| What you are asked to do |
The answer must consist of every line from the entries below that contains the word "html".

| Dataset entries |
■ ■ ■ ■ ■

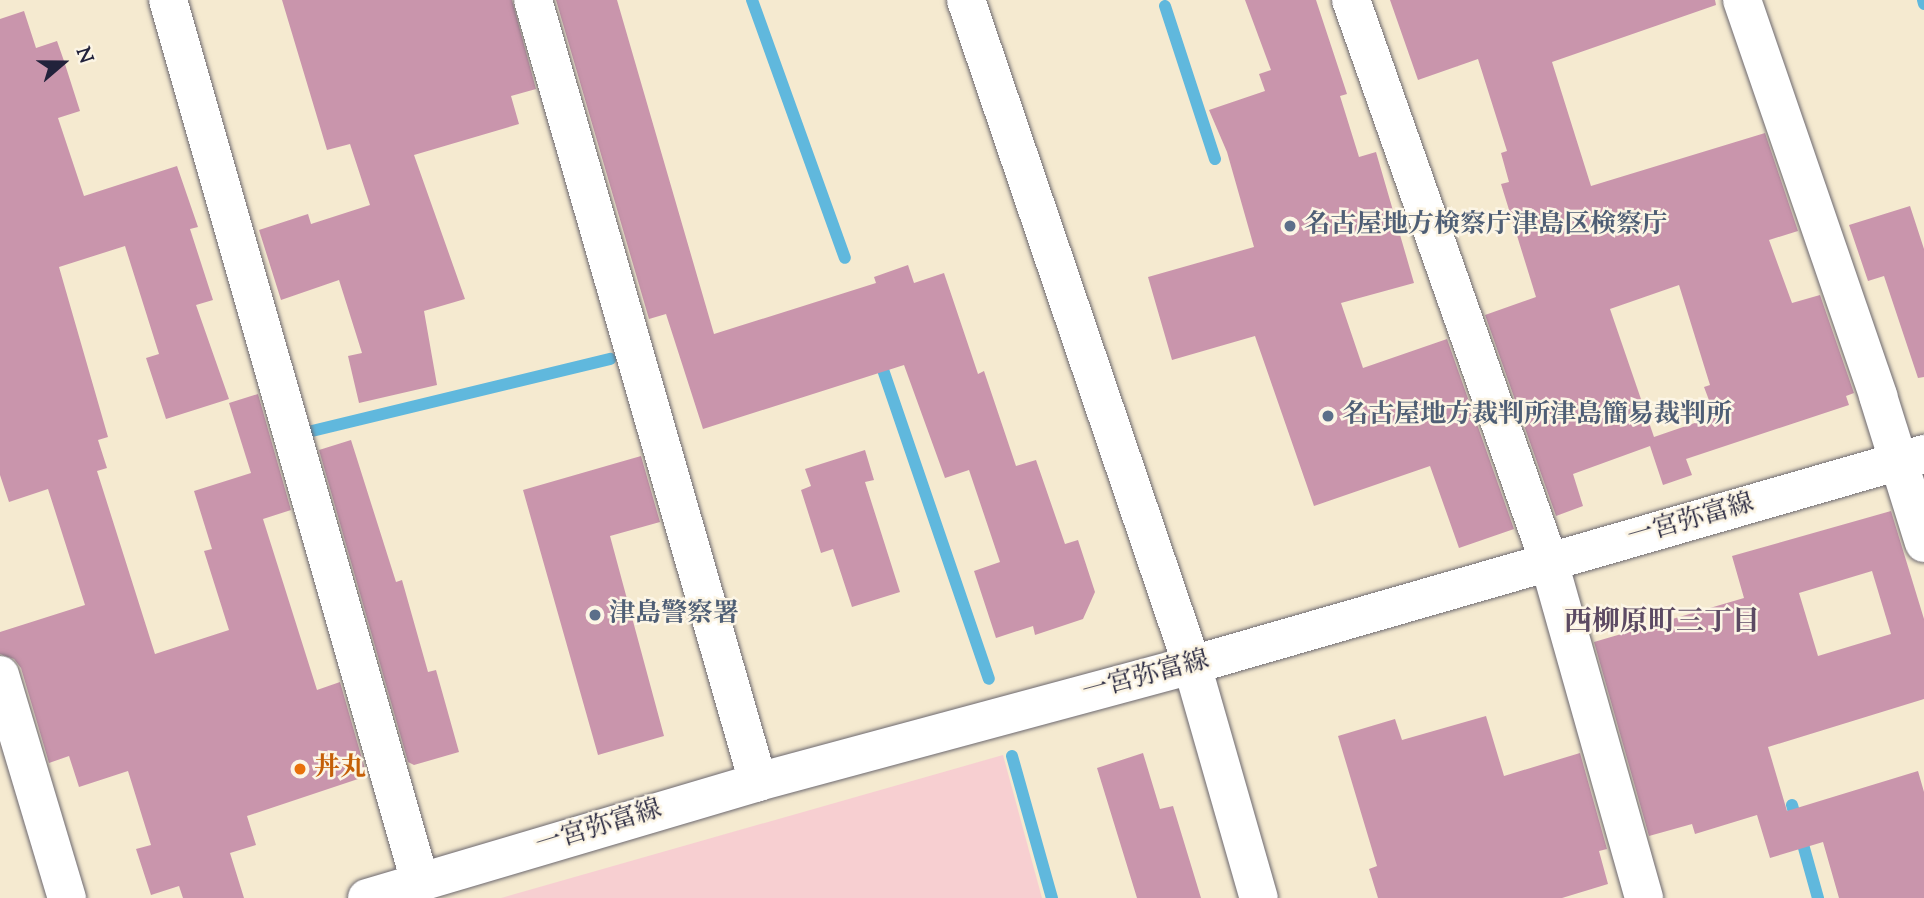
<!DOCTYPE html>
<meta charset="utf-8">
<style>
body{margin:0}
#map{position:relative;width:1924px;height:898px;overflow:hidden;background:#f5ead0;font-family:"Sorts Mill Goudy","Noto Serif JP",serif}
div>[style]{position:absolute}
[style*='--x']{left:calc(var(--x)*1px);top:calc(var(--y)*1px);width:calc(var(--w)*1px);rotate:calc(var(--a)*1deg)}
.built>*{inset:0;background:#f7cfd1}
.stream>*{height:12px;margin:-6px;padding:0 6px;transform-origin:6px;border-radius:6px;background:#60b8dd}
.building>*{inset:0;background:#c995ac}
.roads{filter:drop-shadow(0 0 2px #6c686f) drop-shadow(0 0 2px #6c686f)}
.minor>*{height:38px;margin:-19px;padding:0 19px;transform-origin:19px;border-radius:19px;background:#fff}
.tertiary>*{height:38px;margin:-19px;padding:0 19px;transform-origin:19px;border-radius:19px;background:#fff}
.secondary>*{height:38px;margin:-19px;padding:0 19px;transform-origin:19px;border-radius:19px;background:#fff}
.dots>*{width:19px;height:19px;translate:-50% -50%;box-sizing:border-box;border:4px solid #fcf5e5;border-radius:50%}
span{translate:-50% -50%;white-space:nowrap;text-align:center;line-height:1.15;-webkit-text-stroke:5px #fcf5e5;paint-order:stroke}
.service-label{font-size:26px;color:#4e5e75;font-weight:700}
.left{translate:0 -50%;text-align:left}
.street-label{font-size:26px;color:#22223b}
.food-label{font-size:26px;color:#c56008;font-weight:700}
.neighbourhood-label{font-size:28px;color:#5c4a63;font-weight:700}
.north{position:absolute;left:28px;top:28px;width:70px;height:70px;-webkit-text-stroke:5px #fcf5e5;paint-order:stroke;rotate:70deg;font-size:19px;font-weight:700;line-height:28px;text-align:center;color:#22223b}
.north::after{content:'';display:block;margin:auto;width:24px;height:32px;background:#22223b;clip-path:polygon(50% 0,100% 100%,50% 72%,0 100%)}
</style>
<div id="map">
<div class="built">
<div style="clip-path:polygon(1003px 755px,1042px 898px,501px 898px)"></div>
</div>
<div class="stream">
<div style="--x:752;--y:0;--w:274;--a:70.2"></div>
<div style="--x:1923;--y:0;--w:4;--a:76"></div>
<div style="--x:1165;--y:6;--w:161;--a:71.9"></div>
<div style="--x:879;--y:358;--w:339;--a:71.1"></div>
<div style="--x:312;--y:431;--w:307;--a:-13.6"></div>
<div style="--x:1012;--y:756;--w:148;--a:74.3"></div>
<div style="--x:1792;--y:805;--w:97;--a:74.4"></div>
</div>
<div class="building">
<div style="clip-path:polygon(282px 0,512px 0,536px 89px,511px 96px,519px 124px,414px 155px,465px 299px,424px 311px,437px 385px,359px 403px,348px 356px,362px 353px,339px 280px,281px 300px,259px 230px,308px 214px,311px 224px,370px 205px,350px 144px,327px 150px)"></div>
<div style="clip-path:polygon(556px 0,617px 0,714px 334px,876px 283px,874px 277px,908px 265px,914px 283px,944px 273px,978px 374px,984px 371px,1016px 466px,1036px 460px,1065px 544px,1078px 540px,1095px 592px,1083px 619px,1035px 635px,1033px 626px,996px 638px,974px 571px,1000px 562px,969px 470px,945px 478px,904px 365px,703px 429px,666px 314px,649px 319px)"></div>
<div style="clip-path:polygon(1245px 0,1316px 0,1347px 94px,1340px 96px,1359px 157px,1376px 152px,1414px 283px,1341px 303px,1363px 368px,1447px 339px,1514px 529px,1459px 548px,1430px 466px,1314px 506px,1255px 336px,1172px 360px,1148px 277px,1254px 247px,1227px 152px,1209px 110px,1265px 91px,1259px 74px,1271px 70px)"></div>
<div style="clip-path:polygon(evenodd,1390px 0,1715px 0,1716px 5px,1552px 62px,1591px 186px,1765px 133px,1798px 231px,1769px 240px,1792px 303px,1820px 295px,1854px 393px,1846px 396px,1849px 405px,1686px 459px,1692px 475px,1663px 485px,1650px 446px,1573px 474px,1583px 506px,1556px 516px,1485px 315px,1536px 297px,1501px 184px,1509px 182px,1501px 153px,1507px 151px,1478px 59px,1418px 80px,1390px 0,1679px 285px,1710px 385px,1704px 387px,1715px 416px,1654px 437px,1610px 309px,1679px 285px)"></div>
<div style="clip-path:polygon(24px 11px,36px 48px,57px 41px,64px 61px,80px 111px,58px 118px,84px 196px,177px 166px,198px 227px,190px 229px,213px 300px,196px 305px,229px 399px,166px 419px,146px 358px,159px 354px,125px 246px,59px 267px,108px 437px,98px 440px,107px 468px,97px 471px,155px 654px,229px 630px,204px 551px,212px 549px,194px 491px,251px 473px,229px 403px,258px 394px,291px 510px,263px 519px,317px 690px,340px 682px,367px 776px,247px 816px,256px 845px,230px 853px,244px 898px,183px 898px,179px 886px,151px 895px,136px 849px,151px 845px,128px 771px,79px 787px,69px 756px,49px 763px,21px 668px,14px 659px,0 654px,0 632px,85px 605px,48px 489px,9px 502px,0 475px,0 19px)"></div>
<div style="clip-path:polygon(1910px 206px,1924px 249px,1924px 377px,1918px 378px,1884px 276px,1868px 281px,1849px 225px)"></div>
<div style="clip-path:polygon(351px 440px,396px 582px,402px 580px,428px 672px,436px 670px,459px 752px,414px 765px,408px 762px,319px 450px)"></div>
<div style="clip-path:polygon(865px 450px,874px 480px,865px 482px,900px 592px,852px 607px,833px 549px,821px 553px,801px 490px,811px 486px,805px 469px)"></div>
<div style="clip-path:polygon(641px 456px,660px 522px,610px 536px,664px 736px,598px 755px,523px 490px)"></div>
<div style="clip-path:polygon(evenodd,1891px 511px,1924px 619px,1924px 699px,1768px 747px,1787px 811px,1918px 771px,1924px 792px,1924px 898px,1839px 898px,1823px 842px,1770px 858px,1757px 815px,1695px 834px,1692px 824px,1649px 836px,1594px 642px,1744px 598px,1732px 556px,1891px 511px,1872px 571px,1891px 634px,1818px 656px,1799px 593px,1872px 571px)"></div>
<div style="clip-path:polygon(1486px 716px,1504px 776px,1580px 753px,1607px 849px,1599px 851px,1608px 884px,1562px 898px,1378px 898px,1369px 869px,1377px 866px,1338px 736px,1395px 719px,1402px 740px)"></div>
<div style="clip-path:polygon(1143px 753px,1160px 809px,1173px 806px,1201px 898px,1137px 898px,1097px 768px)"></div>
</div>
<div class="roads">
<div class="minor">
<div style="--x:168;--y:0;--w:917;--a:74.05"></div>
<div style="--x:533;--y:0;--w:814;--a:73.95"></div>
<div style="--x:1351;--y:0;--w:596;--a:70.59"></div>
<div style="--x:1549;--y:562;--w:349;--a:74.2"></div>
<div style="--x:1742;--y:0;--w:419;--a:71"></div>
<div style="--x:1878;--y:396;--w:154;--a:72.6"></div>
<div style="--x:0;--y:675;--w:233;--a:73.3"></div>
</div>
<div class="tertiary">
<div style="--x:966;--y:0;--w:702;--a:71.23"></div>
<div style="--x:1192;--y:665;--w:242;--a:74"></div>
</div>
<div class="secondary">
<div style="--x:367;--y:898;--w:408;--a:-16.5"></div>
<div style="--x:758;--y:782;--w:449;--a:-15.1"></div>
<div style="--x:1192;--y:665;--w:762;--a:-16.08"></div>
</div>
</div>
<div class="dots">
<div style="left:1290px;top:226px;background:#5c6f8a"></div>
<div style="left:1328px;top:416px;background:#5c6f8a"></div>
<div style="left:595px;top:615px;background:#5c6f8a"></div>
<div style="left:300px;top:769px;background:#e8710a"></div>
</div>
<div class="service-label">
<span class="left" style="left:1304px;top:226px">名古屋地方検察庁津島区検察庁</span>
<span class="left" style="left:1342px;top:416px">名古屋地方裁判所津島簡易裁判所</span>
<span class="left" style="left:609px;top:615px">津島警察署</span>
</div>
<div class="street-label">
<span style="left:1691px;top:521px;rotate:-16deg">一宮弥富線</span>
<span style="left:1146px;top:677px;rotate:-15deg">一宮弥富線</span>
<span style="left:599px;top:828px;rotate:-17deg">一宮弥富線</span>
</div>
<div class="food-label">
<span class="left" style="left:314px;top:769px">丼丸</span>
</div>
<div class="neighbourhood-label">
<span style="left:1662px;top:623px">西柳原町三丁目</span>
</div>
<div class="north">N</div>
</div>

■ ■ ■ ■ ■

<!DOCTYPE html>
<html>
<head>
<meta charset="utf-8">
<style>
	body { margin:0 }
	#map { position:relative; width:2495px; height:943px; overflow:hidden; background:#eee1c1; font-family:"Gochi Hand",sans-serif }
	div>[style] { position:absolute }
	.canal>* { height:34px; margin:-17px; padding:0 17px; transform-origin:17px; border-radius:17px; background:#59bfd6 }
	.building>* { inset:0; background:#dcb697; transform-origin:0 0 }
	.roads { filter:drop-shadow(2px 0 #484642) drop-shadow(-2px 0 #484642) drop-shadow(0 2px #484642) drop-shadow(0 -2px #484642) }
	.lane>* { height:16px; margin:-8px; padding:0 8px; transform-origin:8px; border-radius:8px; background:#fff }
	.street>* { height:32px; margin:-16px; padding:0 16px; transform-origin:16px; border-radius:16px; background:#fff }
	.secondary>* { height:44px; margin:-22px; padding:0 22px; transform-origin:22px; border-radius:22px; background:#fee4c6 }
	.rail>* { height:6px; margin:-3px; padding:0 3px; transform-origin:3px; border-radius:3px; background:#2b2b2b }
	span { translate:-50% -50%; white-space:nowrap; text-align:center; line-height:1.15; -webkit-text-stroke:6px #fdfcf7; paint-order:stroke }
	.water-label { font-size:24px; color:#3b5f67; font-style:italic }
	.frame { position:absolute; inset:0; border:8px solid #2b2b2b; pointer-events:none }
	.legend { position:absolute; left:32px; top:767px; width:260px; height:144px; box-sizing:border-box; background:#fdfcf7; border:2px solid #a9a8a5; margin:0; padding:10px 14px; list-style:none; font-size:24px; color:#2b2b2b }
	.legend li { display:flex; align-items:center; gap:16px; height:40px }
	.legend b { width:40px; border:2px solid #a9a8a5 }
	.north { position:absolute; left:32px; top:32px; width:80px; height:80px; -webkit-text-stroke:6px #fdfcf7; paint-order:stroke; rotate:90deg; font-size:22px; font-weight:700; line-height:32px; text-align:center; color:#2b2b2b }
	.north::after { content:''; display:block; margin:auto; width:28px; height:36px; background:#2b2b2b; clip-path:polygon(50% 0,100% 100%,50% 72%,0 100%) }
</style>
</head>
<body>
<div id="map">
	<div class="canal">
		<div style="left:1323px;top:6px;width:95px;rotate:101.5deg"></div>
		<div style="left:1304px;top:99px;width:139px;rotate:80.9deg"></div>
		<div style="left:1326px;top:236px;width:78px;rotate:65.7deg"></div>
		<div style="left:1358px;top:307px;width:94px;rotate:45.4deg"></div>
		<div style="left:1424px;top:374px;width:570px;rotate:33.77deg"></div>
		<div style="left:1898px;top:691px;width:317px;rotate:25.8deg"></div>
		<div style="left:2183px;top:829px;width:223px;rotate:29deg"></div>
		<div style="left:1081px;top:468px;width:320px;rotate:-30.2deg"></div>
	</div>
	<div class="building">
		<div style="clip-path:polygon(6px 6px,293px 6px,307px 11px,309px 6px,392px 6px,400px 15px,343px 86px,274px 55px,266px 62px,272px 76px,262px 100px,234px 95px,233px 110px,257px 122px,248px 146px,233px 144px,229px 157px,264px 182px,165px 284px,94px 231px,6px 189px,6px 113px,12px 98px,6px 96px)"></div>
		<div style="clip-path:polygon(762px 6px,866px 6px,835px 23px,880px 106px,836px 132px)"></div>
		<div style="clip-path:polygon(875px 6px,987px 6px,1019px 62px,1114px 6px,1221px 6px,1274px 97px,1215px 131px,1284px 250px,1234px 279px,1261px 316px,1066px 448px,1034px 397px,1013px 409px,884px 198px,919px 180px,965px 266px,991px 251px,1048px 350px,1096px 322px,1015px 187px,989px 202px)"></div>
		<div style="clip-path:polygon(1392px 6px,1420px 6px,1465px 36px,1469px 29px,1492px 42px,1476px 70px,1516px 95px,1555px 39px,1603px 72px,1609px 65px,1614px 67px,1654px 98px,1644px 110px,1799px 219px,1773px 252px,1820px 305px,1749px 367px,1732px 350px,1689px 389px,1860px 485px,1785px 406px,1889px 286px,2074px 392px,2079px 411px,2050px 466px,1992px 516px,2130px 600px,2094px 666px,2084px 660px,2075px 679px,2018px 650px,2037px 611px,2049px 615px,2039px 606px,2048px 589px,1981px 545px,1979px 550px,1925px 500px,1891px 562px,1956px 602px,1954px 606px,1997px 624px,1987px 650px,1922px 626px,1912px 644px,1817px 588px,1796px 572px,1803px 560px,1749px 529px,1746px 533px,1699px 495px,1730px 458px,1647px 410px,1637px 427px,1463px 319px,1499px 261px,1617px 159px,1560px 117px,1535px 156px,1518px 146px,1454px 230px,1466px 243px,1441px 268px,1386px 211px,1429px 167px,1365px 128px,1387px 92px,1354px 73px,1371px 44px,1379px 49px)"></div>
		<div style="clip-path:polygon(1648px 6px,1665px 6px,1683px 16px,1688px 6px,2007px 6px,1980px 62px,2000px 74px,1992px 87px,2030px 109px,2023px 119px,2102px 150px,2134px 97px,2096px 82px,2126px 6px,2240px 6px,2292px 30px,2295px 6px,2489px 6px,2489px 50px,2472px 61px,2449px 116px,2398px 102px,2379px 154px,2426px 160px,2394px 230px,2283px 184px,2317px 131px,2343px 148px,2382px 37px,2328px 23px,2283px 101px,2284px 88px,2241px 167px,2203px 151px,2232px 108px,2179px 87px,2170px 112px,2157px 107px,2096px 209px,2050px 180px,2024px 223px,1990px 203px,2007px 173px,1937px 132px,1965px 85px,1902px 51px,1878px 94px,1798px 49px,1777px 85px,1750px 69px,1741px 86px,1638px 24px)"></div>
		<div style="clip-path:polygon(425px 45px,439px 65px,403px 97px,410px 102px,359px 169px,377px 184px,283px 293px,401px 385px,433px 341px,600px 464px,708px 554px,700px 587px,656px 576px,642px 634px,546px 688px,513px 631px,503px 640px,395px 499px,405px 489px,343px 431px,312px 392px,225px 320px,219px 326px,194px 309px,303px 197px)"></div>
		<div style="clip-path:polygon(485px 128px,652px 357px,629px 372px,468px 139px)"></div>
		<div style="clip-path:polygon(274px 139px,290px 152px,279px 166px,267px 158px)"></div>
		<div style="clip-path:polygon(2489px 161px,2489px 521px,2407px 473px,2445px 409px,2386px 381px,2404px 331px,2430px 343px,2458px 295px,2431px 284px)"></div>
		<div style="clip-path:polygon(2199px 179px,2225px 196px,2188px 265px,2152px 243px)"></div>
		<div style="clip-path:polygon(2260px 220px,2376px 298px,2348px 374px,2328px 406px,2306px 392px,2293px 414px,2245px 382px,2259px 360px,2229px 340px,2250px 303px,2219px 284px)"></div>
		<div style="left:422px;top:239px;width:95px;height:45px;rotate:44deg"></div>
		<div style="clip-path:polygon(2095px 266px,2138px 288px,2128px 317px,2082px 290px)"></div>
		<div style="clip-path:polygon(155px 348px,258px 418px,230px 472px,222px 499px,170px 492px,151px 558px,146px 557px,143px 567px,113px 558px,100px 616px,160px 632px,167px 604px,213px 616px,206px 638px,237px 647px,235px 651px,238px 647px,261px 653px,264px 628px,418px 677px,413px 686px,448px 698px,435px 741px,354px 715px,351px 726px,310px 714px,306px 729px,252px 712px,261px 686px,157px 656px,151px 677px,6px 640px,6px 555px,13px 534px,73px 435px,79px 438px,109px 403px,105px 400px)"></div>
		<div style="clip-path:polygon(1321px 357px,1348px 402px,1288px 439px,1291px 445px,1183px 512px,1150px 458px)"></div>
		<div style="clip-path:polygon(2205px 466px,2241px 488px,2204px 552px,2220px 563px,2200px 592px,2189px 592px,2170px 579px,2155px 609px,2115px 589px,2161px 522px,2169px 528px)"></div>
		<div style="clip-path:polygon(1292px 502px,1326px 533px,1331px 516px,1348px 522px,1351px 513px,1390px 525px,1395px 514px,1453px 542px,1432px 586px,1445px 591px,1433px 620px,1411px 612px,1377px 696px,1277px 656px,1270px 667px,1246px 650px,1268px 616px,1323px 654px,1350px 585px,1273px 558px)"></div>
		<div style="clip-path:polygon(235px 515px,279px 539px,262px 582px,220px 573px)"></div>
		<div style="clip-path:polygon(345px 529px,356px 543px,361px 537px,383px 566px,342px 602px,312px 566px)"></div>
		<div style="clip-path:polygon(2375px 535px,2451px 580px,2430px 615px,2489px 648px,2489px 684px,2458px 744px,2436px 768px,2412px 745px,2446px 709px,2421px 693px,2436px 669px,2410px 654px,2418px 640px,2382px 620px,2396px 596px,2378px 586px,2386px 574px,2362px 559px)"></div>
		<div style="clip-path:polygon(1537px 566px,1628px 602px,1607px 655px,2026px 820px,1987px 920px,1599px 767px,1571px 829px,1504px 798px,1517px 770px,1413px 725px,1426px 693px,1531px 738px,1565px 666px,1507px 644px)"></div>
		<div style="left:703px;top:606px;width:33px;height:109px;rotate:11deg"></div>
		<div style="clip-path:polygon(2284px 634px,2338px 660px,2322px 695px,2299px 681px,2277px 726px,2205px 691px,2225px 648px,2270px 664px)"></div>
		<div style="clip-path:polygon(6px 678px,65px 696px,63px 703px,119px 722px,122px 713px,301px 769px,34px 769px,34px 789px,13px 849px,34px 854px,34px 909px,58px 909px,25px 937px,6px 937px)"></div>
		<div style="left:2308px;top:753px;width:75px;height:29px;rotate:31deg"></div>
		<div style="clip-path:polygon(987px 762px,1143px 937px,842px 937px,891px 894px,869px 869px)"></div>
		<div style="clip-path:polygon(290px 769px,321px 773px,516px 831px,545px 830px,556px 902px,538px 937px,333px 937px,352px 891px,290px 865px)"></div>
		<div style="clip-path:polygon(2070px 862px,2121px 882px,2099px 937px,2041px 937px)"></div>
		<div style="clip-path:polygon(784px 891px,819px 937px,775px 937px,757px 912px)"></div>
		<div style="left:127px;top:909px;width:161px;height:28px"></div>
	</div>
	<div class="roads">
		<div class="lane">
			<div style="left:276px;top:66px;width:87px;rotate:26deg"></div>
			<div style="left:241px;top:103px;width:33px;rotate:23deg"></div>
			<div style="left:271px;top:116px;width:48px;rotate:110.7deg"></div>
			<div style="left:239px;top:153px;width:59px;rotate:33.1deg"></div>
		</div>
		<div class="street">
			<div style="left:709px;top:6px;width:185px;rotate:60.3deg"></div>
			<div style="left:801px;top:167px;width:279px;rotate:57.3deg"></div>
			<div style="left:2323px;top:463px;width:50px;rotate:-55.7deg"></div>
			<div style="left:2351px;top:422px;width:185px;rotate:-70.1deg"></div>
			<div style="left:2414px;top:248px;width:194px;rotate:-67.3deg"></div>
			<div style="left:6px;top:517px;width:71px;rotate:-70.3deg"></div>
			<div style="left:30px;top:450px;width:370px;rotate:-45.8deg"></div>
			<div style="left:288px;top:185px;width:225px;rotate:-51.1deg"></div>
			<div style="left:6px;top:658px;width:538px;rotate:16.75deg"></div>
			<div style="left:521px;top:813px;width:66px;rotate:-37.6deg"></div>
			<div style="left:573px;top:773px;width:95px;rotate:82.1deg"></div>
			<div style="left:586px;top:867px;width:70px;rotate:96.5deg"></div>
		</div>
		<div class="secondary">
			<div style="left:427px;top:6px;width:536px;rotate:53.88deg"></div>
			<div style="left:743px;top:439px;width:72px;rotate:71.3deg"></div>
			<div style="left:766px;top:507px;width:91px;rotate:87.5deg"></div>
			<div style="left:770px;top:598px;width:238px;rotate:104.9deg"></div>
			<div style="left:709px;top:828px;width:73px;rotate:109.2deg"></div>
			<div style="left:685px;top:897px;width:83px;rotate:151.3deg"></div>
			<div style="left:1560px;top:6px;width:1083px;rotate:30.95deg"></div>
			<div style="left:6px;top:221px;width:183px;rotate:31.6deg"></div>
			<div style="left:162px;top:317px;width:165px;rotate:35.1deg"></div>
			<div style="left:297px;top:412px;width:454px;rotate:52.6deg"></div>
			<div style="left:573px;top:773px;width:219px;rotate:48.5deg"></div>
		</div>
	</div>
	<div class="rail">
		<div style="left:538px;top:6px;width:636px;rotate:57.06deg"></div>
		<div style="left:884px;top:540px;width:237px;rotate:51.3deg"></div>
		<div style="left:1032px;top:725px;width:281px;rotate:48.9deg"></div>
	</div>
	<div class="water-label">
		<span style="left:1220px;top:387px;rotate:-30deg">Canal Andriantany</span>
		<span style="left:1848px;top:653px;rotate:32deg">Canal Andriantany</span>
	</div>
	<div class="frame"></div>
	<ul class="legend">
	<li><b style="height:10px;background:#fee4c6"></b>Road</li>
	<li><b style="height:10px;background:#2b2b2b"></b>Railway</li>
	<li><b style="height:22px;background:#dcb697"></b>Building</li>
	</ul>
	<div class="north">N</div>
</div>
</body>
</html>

■ ■ ■ ■ ■

| Task answer |
<!DOCTYPE html>
<!DOCTYPE html>
<html>
</html>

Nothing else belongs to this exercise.